* **WHAT TO DO**
Go through the records and extract every line with the word "Dendermondesteenweg".

Start of SOURCE DATA

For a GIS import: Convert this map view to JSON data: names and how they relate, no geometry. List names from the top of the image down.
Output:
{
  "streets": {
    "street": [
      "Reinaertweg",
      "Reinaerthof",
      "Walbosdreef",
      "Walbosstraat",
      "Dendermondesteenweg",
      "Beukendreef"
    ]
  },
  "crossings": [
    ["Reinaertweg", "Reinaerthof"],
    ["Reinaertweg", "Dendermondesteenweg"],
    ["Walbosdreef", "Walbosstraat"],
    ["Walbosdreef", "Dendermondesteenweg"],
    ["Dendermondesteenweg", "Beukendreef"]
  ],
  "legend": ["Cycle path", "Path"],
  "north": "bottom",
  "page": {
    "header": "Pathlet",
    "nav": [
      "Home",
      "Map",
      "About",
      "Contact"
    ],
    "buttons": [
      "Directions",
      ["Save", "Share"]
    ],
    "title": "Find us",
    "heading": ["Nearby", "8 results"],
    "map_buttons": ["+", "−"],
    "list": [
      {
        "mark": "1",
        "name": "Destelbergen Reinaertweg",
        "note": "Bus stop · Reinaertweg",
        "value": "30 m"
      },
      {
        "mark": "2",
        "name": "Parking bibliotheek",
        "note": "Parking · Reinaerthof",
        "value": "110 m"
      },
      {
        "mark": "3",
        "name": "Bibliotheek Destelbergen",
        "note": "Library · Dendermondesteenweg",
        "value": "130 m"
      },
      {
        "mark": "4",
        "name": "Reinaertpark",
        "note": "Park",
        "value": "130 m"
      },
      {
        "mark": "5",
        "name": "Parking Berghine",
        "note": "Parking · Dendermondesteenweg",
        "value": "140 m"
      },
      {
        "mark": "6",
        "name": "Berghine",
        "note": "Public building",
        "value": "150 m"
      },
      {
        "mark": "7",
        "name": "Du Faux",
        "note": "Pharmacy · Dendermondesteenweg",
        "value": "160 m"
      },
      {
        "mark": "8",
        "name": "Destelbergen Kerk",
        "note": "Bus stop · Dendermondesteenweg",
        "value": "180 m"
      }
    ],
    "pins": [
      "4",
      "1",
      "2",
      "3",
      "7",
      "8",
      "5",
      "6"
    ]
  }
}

End of SOURCE DATA

* **ANSWER TO THIS PROBLEM**
      "Dendermondesteenweg",
    ["Reinaertweg", "Dendermondesteenweg"],
    ["Walbosdreef", "Dendermondesteenweg"],
    ["Dendermondesteenweg", "Beukendreef"]
        "note": "Library · Dendermondesteenweg",
        "note": "Parking · Dendermondesteenweg",
        "note": "Pharmacy · Dendermondesteenweg",
        "note": "Bus stop · Dendermondesteenweg",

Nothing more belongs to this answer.